When advanced controllers are applied to a real plant various problems limit their performance:

• Model inaccuracy. Models used for the control of activated sludge processes are usually not very accurate. This can be attributed to the bio-chemical processes of the activated sludge, which are complex and time-varying and therefore it is very hard to find a proper model structure and obtain adequate model parameter values. Because of the model inaccuracy, the feedback gain of the controller should be significantly reduced.

• Unmeasurable disturbances. Various disturbances, i.e., the soluble bio-degradable substrate, inert substrate, active biomass, etc., which have a strong impact on the bio-chemical process, cannot be measured on-line at a real plant. An accurate process model cannot be obtained and the process cannot be properly controlled without knowing all the important disturbances. Therefore, estimation of unmeasured disturbances at the real plant can be of great importance.

• Sensor failures. Sensor failures are quite common in real plants, especially with the sensors used for feedforward control. This is so because these sensors are located in the initial stages of the plant, which are subject to more polluted wastewater. Therefore, controllers applied to a real plant should always use some sort of sensor failure detection algorithm.

• Imperfect measurements. Measurements of the variables in real plants commonly contain significant noise and time delay. Such noise can be attributed to the imperfect mixing of reactors, whereas the time delay can be attributed to the fact that sensors are usually not located in situ but in a laboratory removed from the reactors. Measurements at the real plant should be filtered before they are used for control. The control parameters should be properly adjusted due to the measurement time delay.

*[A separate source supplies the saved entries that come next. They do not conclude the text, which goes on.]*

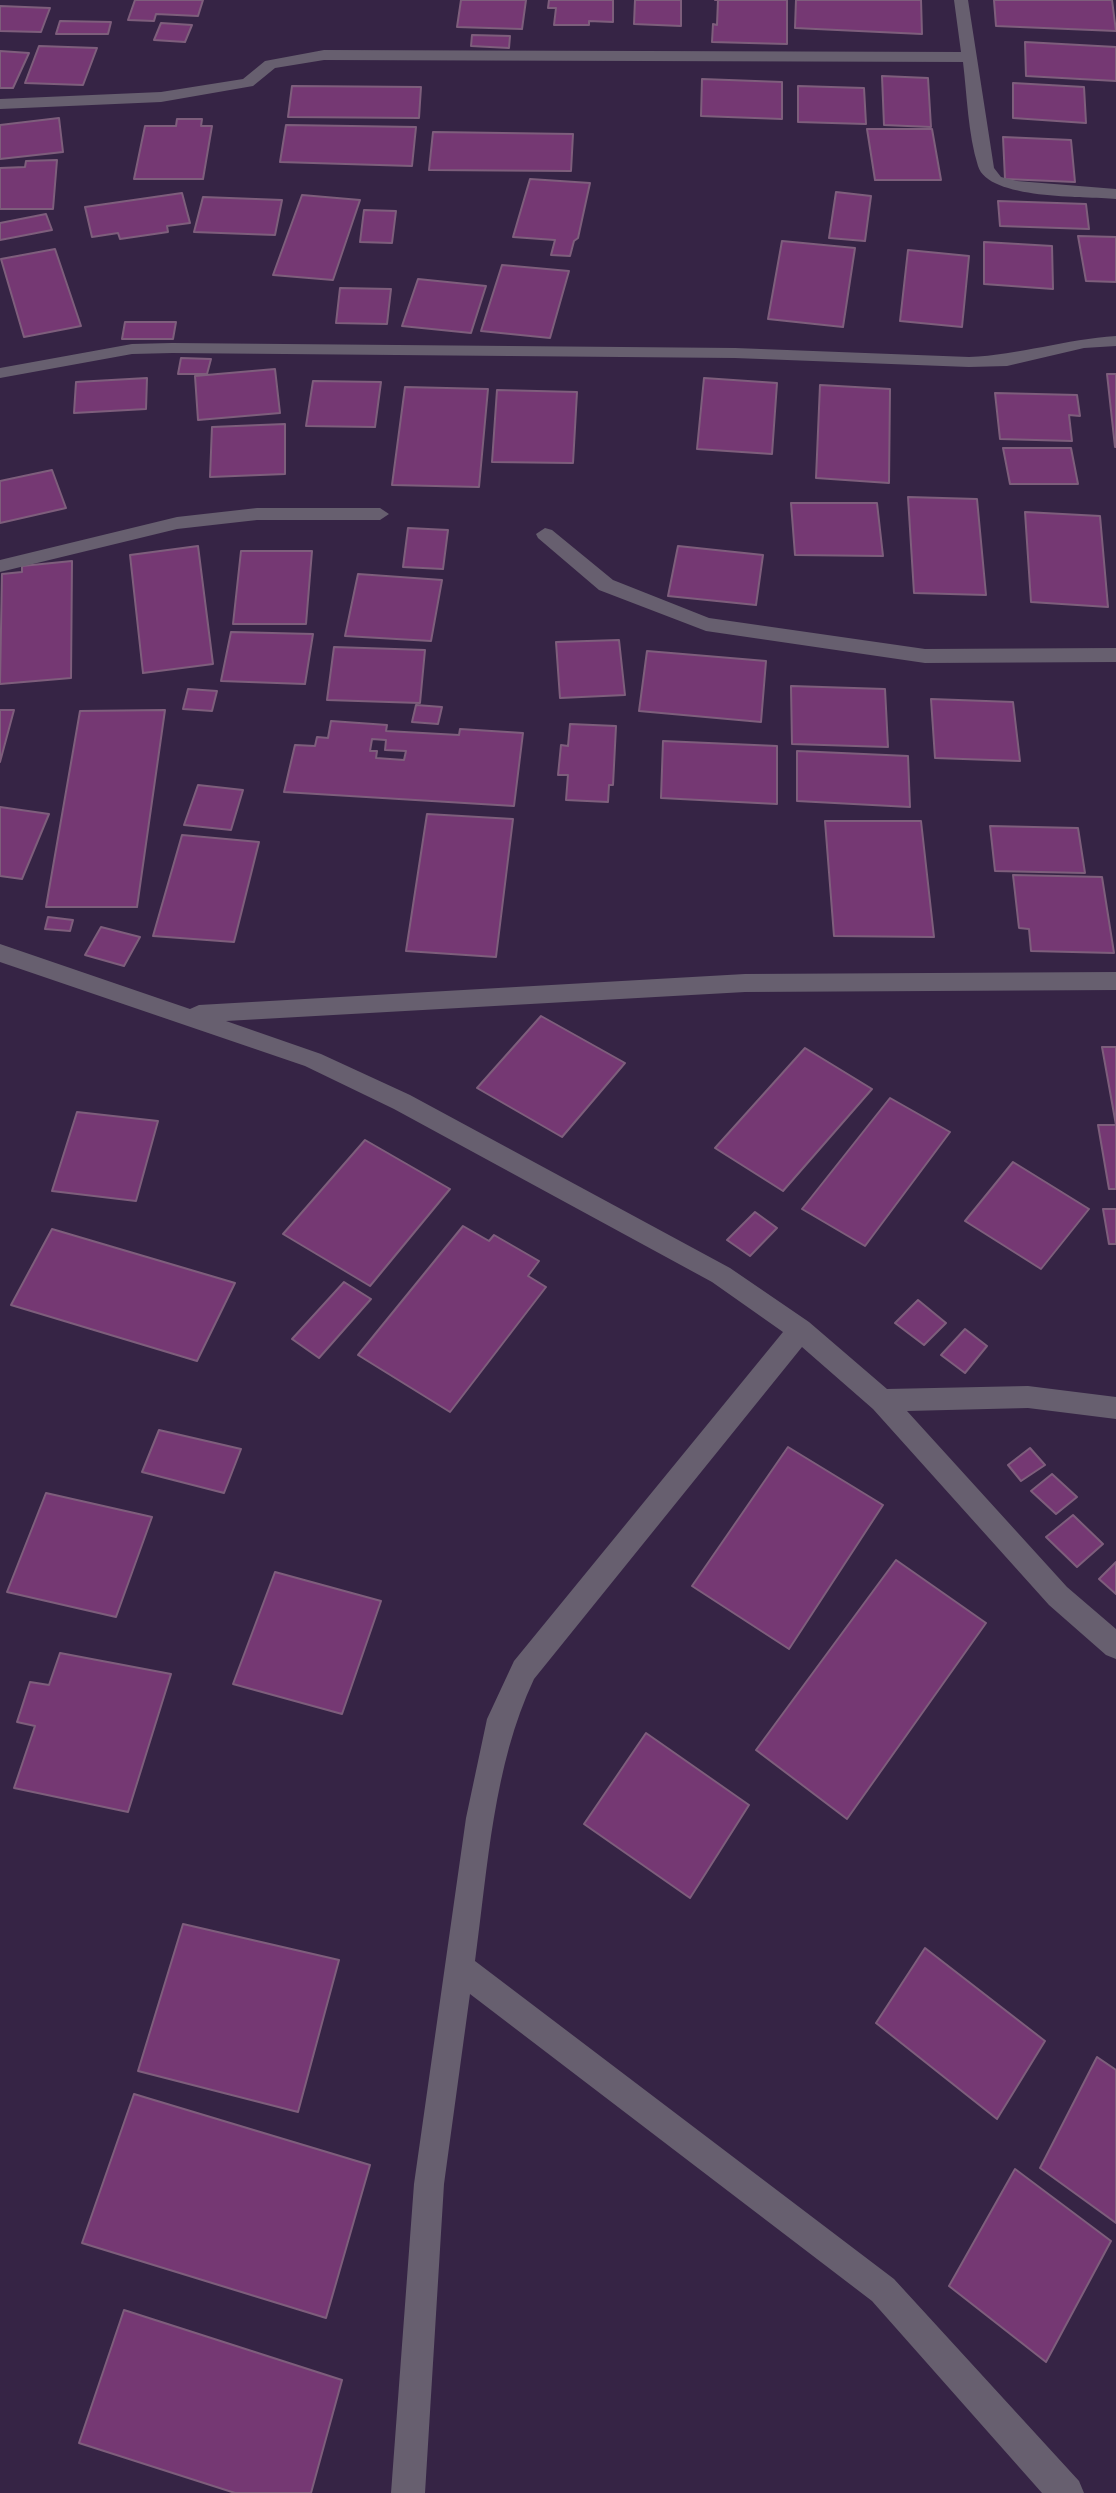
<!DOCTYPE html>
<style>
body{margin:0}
canvas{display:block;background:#362445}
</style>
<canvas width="1116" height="2493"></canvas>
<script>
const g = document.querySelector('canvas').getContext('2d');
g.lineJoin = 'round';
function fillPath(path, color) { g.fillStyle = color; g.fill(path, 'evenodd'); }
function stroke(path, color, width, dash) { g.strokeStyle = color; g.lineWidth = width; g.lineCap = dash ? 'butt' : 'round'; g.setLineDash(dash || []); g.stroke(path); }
const building = new Path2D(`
 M135,0h68l-5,16 -42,-2 -2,7 -26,-1z
 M461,0h65l-4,29 -65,-2z
 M549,0h64v22l-24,-1v4h-35l2,-17h-8z
 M635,0h46v26l-47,-2z
 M715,0h72v44l-75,-2 1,-18 4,1 1,-25z
 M796,0h125l1,34 -127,-6z
 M994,0h118l4,31 -120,-5z
 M0,6l50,2 -9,24 -41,-1z
 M60,21l51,1 -3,12h-52z
 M161,23l31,2 -7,17 -31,-2z
 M472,35l38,1 -1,12 -38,-2z
 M1025,42l91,5v34l-90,-5z
 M39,46l58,2 -14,37 -58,-2z
 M0,51l29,2 -16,35h-13z
 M882,76l46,2 3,49 -47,-2z
 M702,79l80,3v37l-81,-3z
 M1013,83l71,4 2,36 -73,-5z
 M292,86l129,1 -2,31 -131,-1z
 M798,86l66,2 2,36 -68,-2z
 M59,118l4,34 -63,7v-34z
 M177,119h25l-1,7h11l-9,53h-69l11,-53h31z
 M286,125l130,2 -4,39 -132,-4z
 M867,129h65l9,51h-66z
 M433,132l140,2 -2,37 -142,-1z
 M1003,137l68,3 4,42 -70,-3z
 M57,160l-4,49h-53v-41l25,-1 1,-6z
 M530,179l60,4 -12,55 -4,3 -4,15 -19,-1 4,-15 -42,-3z
 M836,192l35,4 -6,45 -36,-3z
 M182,193l8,30 -23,3 1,6 -48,7 -2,-6 -26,4 -7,-30z
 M302,195l58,5 -27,80 -60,-5z
 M203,197l79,3 -7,35 -81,-3z
 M998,201l88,3 3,25 -89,-3z
 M364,210l32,1 -4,32 -32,-1z
 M46,214l6,16 -52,10v-17z
 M1078,236l38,1v45l-30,-1z
 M782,241l73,7 -12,79 -75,-8z
 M984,242l68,4 1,43 -69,-5z
 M55,249l26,77 -57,11 -23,-78z
 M908,250l61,6 -7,71 -62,-6z
 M502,265l67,6 -19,67 -69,-7z
 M418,279l68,7 -15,47 -69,-7z
 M340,288l51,1 -4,35 -51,-1z
 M125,322h51l-3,17h-51z
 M181,358l30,1 -4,15h-29z
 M275,369l5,44 -82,7 -3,-44z
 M1107,374h9v73h-1z
 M147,378l-1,31 -72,4 2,-31z
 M704,378l73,5 -5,71 -75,-5z
 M313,381l68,1 -6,45 -69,-1z
 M820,385l70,4 -1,94 -73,-5z
 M405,387l83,2 -9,98 -87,-2z
 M497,390l80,2 -4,71 -81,-1z
 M995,393l82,2 3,21 -11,-1 3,26 -72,-2z
 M285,424v50l-75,3 2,-50z
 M1003,448h68l7,36h-68z
 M52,470l14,38 -66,15v-42z
 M908,497l69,2 9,96 -72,-2z
 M791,503h86l6,53 -88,-1z
 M1025,512l75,4 8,91 -77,-5z
 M408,528l40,2 -5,39 -40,-2z
 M198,546l15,118 -70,9 -13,-118z
 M678,546l85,9 -7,50 -88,-9z
 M241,551h71l-6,73h-73z
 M72,561l-1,117 -71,6 2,-110 20,-2v-6z
 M358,574l84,6 -11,61 -86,-5z
 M231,632l82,2 -8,50 -84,-3z
 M619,640l6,55 -65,3 -4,-56z
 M334,647l91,3 -5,53 -93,-3z
 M647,651l119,10 -5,61 -122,-11z
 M791,686l94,3 3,58 -96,-3z
 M188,689l29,2 -5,20 -29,-2z
 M931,699l82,3 7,59 -85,-3z
 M416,705l26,2 -4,17 -26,-2z
 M0,710h14l-14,52z
 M165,710l-28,197h-91l34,-196z
 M331,721l56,4 -1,6 73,4 1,-6 63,4 -9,73 -230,-14 11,-47 20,1 2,-9 11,1zM372,739l14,1 -1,10 21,1 -2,9 -28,-2 1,-7h-7z
 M570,724l46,2 -3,59h-4l-1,17 -42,-2 2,-25h-10l3,-30 7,1z
 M663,741l114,5v58l-116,-6z
 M797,751l111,5 2,51 -113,-6z
 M198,785l45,5 -12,40 -47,-5z
 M0,807l49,7 -27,65 -22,-3z
 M427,814l86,5 -17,138 -90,-6z
 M825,821h96l13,116 -100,-1z
 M990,826l88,2 7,45 -90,-2z
 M182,835l77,7 -25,100 -81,-6z
 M1013,875l89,2 12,76 -83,-2 -2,-22 -10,-1z
 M48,917l25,3 -3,11 -25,-2z
 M101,927l39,10 -16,29 -39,-11z
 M541,1016l84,47 -63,74 -85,-49z
 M1102,1047h14v142h-7l-11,-64h18z
 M805,1048l67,41 -89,102 -68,-43z
 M890,1098l60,34 -85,114 -63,-37z
 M77,1112l81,9 -22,80 -84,-10z
 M365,1140l85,49 -80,97 -87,-52z
 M1013,1162l76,47 -48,60 -76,-48z
 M1103,1209h13v35h-7z
 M755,1212l22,16 -27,28 -23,-16z
 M463,1226l26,15 5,-6 45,26 -11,15 18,11 -96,125 -92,-57z
 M52,1229l183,54 -38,78 -186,-56z
 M344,1282l27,17 -52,59 -27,-19z
 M918,1300l28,23 -22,22 -29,-22z
 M965,1329l22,17 -22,27 -24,-18z
 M159,1430l82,19 -17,44 -82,-21z
 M788,1447l95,58 -94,144 -97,-63z
 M1030,1448l15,17 -24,16 -13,-16z
 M1052,1474l25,23 -21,17 -25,-23z
 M46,1493l106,24 -36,100 -109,-25z
 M1073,1515l30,29 -26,23 -31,-30z
 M896,1560l90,63 -139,196 -91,-69z
 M1116,1562v32l-17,-15z
 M275,1572l106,29 -39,113 -109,-30z
 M60,1653l111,21 -43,138 -114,-24 21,-62 -18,-4 13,-40 19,3z
 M646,1733l103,72 -59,93 -106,-74z
 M183,1924l156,36 -41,152 -160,-41z
 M925,1948l120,93 -48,78 -121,-96z
 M1097,2057l19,13v153l-76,-55z
 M134,2094l236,71 -44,153 -244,-75z
 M1015,2169l96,72 -65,121 -97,-76z
 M124,2310l218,70 -31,113h-76l-156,-50z`);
const minor = new Path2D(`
 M954,0h14l26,168 7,9 16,4 99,8v10c-31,-3 -128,1 -138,-33 -10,-32 -11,-71 -15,-104l-639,-2 -49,8 -22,18 -92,16 -161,7v-10l161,-7 82,-13 22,-18 59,-11 637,2z
 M1116,336v10l-32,2 -77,18 -38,1 -234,-9 -563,-5 -40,1 -132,24v-10l132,-24 40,-1 563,5 234,9c51,-2 97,-18 147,-21z
 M257,508h123l9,6 -9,6h-123l-80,9 -177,43v-12l177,-43z
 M545,528l7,2 61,50 96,38 216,31 191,-1v14l-191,1 -219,-32 -107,-41 -61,-52 -2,-4z
 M0,944l190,65 9,-4 546,-31 371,-2v18l-371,2 -519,29 95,33 89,41 320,173 79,54 78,67 141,-3 88,11v22l-88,-11 -121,3 160,176 49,42v30l-10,-4 -57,-50 -176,-196 -71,-62 -268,332c-41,87 -46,188 -59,282l419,318 185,202 5,12h-42l-170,-192 -402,-307 -26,190 -19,309h-34l23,-309 52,-366 21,-99 27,-58 269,-329 -71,-50 -318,-173 -89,-43 -305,-104z`);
fillPath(building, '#753873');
stroke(building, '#7e5e7c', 2);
fillPath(minor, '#675f6f');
</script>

• Design effort. Advanced controllers are more demanding as regards implementation in a real plant. The reason for this lies in the fact that they require a nonlinear process model and in most cases a complex optimisation algorithm to calculate the control sequence. Modelling of the activated sludge process is a very time-consuming process. An appropriate model structure is difficult to obtain and optimisation techniques have to be used to estimate unknown model parameters. Once the model is available, an optimisation algorithm has to be applied to calculate the control sequence. The optimisation algorithm should be robust enough to provide a feasible solution at every sampling instance. In order to ensure this, various limitations on the control variables should be imposed.

6 Conclusion

The aim of this chapter was to investigate what can be gained with model-based ammonia controllers in terms of various performance criteria in simulation and on a real wastewater plant. The simulation results indicate that the feedforward-feedback controller and ammonia MPC result in reduced air consumption in comparison with the feedback controller while achieving the same or better ammonia removal. The application of ammonia controllers to the pilot plant confirmed that the ammonia feedforward-feedback controller and MPC give better results than the ammonia feedback controller. The main reason for this lies is the fact that they use the additional measurable disturbance of the influent ammonia. Surprisingly, the ammonia MPC gave poorer results than the feedforward-feedback controller at the real plant. The explanation for this could be associated with the various limitations in applying a more complex MPC in a real environment.